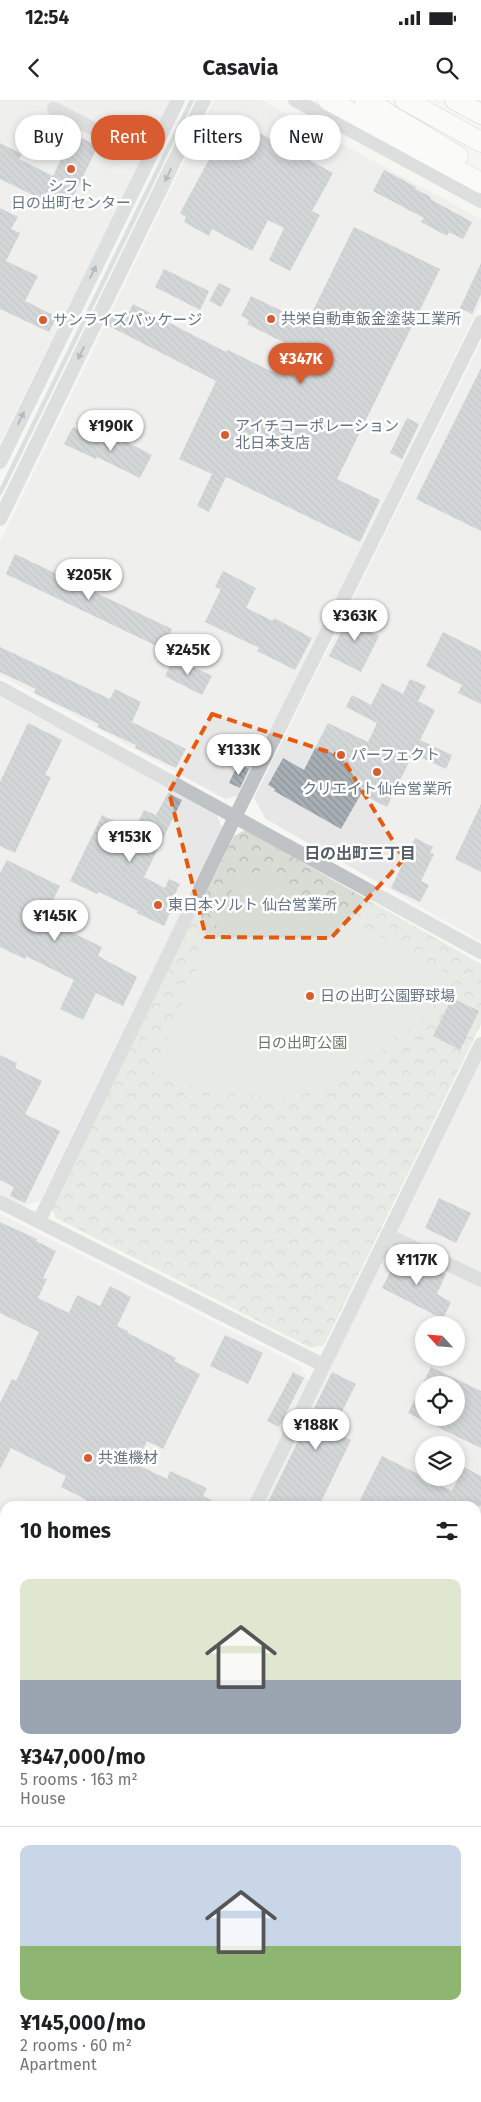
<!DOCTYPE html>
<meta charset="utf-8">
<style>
:root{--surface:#fff;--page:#f2f2f2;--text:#202124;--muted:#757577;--line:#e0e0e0;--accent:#d95c30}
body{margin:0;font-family:"Fira Sans","Noto Sans JP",sans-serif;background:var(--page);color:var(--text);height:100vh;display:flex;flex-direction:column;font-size:19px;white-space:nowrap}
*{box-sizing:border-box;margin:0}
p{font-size:16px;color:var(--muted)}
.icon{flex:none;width:28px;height:28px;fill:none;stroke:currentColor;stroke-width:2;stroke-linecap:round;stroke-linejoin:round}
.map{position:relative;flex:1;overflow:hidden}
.details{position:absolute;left:0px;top:1401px;width:481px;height:601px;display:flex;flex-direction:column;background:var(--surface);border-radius:15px 15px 0 0;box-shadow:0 2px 8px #0003}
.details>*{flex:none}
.guide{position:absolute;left:15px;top:15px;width:451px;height:45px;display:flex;gap:10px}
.needle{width:32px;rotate:296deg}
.fabs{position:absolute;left:415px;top:1216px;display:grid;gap:10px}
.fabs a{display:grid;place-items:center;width:50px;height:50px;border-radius:50%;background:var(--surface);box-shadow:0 2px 8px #0003;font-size:25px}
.price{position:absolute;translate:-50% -42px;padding:0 11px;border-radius:18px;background:#fff;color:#222;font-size:16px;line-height:32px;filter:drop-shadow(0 1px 2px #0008)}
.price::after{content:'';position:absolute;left:50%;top:30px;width:15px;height:11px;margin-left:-8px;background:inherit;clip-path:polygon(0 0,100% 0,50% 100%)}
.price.active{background:var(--accent);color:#fff}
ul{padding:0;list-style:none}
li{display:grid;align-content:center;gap:10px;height:265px;padding:0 20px}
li+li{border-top:1px solid var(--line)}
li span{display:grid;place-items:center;height:155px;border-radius:10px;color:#555}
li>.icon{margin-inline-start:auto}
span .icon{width:90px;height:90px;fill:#fffc;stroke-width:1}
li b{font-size:21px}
h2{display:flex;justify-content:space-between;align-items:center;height:60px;padding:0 20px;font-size:21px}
.chip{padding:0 18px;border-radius:22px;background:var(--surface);box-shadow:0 2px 8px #0003;font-size:18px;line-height:45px}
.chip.active{background:var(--accent);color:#fff}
.status{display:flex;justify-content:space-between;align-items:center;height:35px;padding:0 25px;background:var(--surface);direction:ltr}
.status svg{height:14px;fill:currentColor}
header{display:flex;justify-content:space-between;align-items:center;height:65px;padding:0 20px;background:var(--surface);font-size:22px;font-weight:700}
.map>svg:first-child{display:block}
.built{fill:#e6e7e6;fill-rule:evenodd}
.park{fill:url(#park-crowns)}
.garden{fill:#d7dcd4}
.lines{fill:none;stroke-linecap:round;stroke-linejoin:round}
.stream{stroke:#b9c3c8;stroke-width:4.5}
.building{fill:url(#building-back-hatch);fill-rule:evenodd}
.highway-casing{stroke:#b4b7ba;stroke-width:21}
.minor{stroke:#bfc3c6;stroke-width:14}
.highway{stroke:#fff;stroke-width:20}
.oneway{fill:#667582}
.marked{fill:none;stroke:#e8590c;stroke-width:4;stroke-dasharray:10 6;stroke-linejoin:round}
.poi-dot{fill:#d95c30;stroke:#fff;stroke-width:2}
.labels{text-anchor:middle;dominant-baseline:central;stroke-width:5;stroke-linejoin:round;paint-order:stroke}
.poi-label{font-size:15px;fill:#667582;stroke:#fff;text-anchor:start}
.park-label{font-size:15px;fill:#687a65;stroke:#fff}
.neighbourhood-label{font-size:16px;font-weight:bold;fill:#545e68;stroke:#fff}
</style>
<div class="status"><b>12:54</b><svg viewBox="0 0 49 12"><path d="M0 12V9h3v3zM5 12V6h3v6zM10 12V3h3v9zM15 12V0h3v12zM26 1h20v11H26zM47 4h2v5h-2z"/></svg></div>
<header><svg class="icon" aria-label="back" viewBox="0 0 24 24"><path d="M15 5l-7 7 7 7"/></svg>Casavia<svg class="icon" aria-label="search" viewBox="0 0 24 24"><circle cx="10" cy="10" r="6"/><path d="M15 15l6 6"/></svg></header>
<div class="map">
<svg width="481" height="2002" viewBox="0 0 481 2002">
<defs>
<pattern id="park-crowns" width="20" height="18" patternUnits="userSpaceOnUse" patternTransform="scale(1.25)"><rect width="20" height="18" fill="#d7dcd4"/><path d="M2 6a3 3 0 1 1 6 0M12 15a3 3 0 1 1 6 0" fill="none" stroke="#b2b7b1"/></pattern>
<pattern id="building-back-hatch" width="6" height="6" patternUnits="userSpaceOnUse" patternTransform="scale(1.25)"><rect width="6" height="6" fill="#a8afb4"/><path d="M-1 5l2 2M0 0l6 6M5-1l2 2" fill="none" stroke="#8d9398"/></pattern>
</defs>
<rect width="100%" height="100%" fill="#f6f6f3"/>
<path class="built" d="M0 0H171L0 343Z
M214 0H261L481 119V202L240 695 225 699 0 575V442Z
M481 242V841L266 719 254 698Z
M0 597 216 713 222 728 40 1101 24 1106 0 1094Z
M481 955V1651L476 1649V1406H261ZM424 1225H456V1258H424ZM424 1285H456V1318H424ZM424 1345H456V1378H424Z
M0 1114 301 1266 308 1282 247 1406H5V1420L0 1418Z
M0 1493 5 1496V1998H328L326 2002H0Z
M481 1889V2002H426L428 1998H476V1898Z"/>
<path class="park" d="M245 730 481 864V924L324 1245 311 1248 56 1118 52 1109 234 736Z"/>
<path class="garden" d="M261 771 449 874 421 919 359 967 298 997 214 992 152 972 237 779Z"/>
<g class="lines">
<path class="stream" d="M0 393 192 0"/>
</g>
<path class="building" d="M236 20 333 73 312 111 320 115 290 171 269 160 284 128 268 120 252 151 212 129 209 136 184 122 186 117 180 113 219 41 223 44Z
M73 34 98 46 66 111 0 79V43L22 54 19 59 53 76Z
M384 70 416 87 415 89 431 97 430 99 472 122 463 139 449 132 447 136 421 122 424 118 373 91Z
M0 108 18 117 11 129 20 133 6 161 38 176 25 201 57 217 49 232 0 209Z
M354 127 440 169 337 379 380 400 360 442 226 377 209 412 197 406 212 374 179 359 216 281 105 224 109 215 124 222 133 204 226 252 228 250 281 276 295 248 247 224 249 220 241 216 251 196 307 223Z
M481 163V194L472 214 460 208Z
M164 169 209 191 200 210 155 187Z
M219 183 231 189 221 207 209 201Z
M481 268V431L416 399Z
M407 318 419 324 402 359 390 353Z
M73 327 112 347 117 337 152 355 140 378 97 357 96 359 64 344Z
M15 454 172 529 163 549 6 474Z
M223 471 256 488 246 508 273 521 274 518 312 538 295 570 257 551 259 548 205 522 221 489 215 487Z
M356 511 374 520 369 531 379 536 361 572 329 556 347 521 350 523Z
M443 532 481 551V604L458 593 462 585 426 566Z
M0 547 110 599 115 589 141 602 132 622 186 649 176 668 135 648 136 645 97 627 99 624 34 593 36 589 0 572Z
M174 557 212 576 202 595 165 576Z
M410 579 426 586 418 601 435 610 420 640 452 655 446 669 413 654 387 707 361 694 341 729 274 691 275 689 268 685 283 658 304 670 328 623 368 642 377 623 346 607 352 595 371 605 382 583 403 594Z
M28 623 62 640 45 675 51 677 15 753 0 746V682Z
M238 664 249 669 240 688 229 683Z
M168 693 182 700 144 777 165 788 169 779 180 784 173 798 176 800 164 826 137 813 138 811 99 792 97 794 70 781 102 715 134 731 144 710 156 715Z
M481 704V772L455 759Z
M415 738 433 747 430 753 434 754 421 781 429 785 420 802 391 788Z
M7 760 60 786 44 819 102 847 98 856 137 877 123 906 96 893 83 920 60 909 74 880 26 856 25 859 0 847V773Z
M452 898 479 911 460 950 433 936Z
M0 955 17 963 15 968 42 981 25 1014 60 1031 25 1103 10 1096 14 1087 0 1080Z
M439 1098 471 1113 456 1143 425 1128Z
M0 1122 37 1139 36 1141 56 1151 43 1178 47 1179 38 1198 69 1213 77 1195 100 1206 110 1186 131 1197 117 1226 128 1231V1233L176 1258 174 1261 200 1274 163 1349 147 1341 136 1364 167 1379 170 1371 207 1388 203 1396 224 1406H122L110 1401 108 1405 104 1402 102 1406H84L87 1400 61 1387 66 1376 11 1348 0 1369V1303L12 1279 16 1281 39 1232 0 1213Z
M399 1154 434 1172 435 1169 446 1174 437 1194 451 1202 443 1219 382 1188Z
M225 1235 263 1253 248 1284 210 1266Z
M431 1267 481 1291V1348L408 1313ZM424 1285H456V1318H424Z
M293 1272 304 1278 279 1327 267 1321Z
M332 1272 356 1284 332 1331 351 1340 319 1406H266Z
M382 1356 452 1391 464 1367 481 1376V1406H357Z"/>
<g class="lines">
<g class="highway-casing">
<path id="highway" d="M328 0 481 83
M365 0 458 56
M405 0 481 42
M455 0 481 14"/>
</g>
<path class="minor" d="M295 0 481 101
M54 9 150 57
M0 362 178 0
M0 419 204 0
M0 588 481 852
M0 1102 323 1265
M39 1121 235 717 481 222
M387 1135 481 1180
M255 1406 481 944
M0 1438 5 1440
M0 1471 5 1473
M476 1674 481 1676
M476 1703 481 1706
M476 1756 481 1746
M476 1838 481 1829
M359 2002 361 1998
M397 2002 399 1998"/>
<use href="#highway" class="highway"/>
</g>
<defs><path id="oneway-solid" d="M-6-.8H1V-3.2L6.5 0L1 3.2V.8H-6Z" transform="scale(1.25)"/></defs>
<g class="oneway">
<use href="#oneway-solid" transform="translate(168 75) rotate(116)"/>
<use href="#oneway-solid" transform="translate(93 172) rotate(-64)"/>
<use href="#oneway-solid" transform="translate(81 253) rotate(116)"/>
<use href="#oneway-solid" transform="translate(21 318) rotate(-64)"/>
</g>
<path d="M0 0H481V2002H0ZM212 614 341 656 404 759 331 838 206 837 169 692Z" fill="#f6f6f3" fill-opacity=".55" fill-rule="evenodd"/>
<path class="marked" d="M212 614 341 656 404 759 331 838 206 837 169 692Z"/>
<g class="poi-dot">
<circle cx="71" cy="69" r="5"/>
<circle cx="271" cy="219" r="5"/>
<circle cx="43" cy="220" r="5"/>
<circle cx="225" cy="335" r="5"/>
<circle cx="341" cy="655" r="5"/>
<circle cx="377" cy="672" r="5"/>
<circle cx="158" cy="805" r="5"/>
<circle cx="310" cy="896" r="5"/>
<circle cx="88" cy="1358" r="5"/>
</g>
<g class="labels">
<g class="poi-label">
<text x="71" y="86" text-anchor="middle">シフト<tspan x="71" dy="17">日の出町センター</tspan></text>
<text x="281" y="219">共栄自動車鈑金塗装工業所</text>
<text x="53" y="220">サンライズパッケージ</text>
<text x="235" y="326">アイチコーポレーション<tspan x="235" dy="17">北日本支店</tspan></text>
<text x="351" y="655">パーフェクト</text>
<text x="377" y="689" text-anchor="middle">クリエイト仙台営業所</text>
<text x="168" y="805">東日本ソルト 仙台営業所</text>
<text x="320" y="896">日の出町公園野球場</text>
<text x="98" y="1358">共進機材</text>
</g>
<g class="park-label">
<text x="302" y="943">日の出町公園</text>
</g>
<g class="neighbourhood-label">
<text x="360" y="753">日の出町三丁目</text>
</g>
</g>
</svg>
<div class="fabs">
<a><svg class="needle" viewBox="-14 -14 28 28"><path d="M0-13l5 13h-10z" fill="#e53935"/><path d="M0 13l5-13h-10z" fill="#757577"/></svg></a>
<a><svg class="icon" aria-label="locate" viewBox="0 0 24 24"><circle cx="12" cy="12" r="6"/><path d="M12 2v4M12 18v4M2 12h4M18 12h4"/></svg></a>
<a><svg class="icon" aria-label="layers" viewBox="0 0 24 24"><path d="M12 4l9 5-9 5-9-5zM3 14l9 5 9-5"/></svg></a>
</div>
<b class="price active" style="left:301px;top:285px">¥347K</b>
<b class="price" style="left:111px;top:352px">¥190K</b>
<b class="price" style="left:89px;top:501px">¥205K</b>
<b class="price" style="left:355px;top:542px">¥363K</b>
<b class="price" style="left:188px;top:576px">¥245K</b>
<b class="price" style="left:239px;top:676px">¥133K</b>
<b class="price" style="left:130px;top:763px">¥153K</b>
<b class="price" style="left:55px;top:842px">¥145K</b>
<b class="price" style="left:417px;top:1186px">¥117K</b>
<b class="price" style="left:316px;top:1351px">¥188K</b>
<div class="guide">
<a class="chip">Buy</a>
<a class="chip active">Rent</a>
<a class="chip">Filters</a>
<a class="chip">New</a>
</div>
<section class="details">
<h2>10 homes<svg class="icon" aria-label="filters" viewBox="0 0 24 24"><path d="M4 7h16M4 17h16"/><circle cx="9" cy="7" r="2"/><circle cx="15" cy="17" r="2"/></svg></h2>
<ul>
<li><span style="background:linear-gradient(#dfe7d0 65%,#9aa5b1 0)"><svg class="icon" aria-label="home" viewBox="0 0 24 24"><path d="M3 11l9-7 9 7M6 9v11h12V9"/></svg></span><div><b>¥347,000/mo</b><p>5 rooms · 163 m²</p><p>House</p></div></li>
<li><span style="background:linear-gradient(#c9d6e8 65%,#8fb573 0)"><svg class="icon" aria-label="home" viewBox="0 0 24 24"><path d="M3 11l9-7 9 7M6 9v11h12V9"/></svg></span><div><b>¥145,000/mo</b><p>2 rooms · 60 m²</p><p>Apartment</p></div></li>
</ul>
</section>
</div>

▶ [Brief]
Look for the word "grid". Copy out every line of the data that has it.

▶ [Response to the task]
.fabs{position:absolute;left:415px;top:1216px;display:grid;gap:10px}
.fabs a{display:grid;place-items:center;width:50px;height:50px;border-radius:50%;background:var(--surface);box-shadow:0 2px 8px #0003;font-size:25px}
li{display:grid;align-content:center;gap:10px;height:265px;padding:0 20px}
li span{display:grid;place-items:center;height:155px;border-radius:10px;color:#555}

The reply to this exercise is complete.